HOW TO COMPLETE THIS TASK
In your copy, each line below is repeated exactly and no image appears.

Saved data entries:

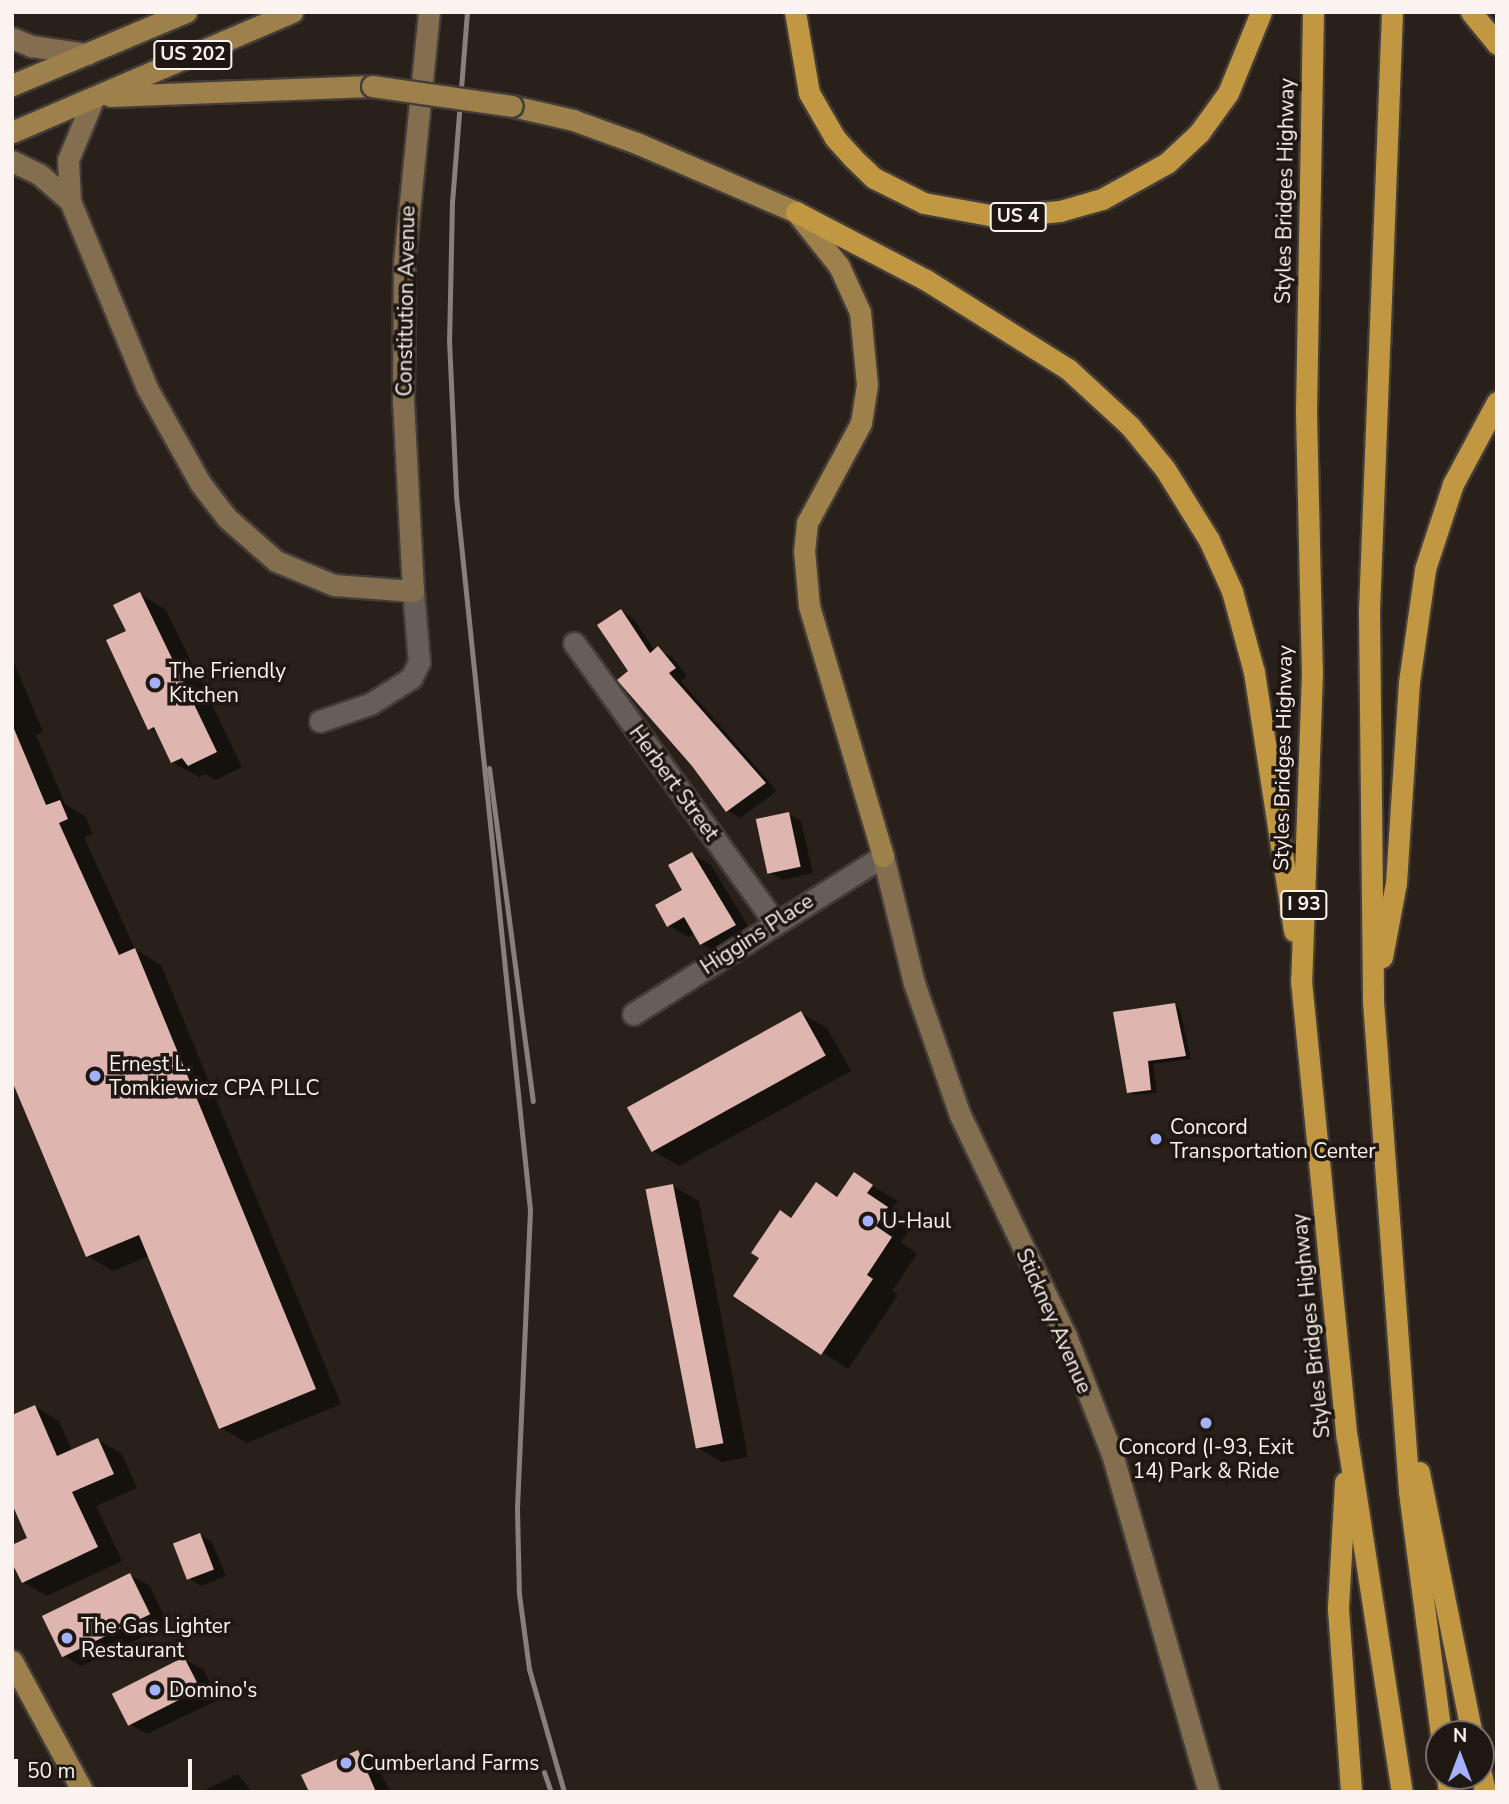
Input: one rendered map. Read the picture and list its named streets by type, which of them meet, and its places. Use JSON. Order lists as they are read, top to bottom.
{
  "streets": {
    "highway": ["Styles Bridges Highway", "US 4", "I 93"],
    "main road": ["US 202"],
    "street": [
      "Constitution Avenue",
      "Herbert Street",
      "Higgins Place",
      "Stickney Avenue"
    ]
  },
  "crossings": [
    ["Herbert Street", "Higgins Place"],
    ["Higgins Place", "Stickney Avenue"]
  ],
  "places": [
    "The Friendly Kitchen",
    "Ernest L. Tomkiewicz CPA PLLC",
    "Concord Transportation Center",
    "U-Haul",
    "Concord (I-93, Exit 14) Park & Ride",
    "The Gas Lighter Restaurant",
    "Domino's",
    "Cumberland Farms"
  ],
  "scale_bar": "50 m",
  "north": "top"
}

ANSWER TO THIS TASK
Input: one rendered map. Read the picture and list its named streets by type, which of them meet, and its places. Use JSON. Order lists as they are read, top to bottom.
{
  "streets": {
    "highway": ["Styles Bridges Highway", "US 4", "I 93"],
    "main road": ["US 202"],
    "street": [
      "Constitution Avenue",
      "Herbert Street",
      "Higgins Place",
      "Stickney Avenue"
    ]
  },
  "crossings": [
    ["Herbert Street", "Higgins Place"],
    ["Higgins Place", "Stickney Avenue"]
  ],
  "places": [
    "The Friendly Kitchen",
    "Ernest L. Tomkiewicz CPA PLLC",
    "Concord Transportation Center",
    "U-Haul",
    "Concord (I-93, Exit 14) Park & Ride",
    "The Gas Lighter Restaurant",
    "Domino's",
    "Cumberland Farms"
  ],
  "scale_bar": "50 m",
  "north": "top"
}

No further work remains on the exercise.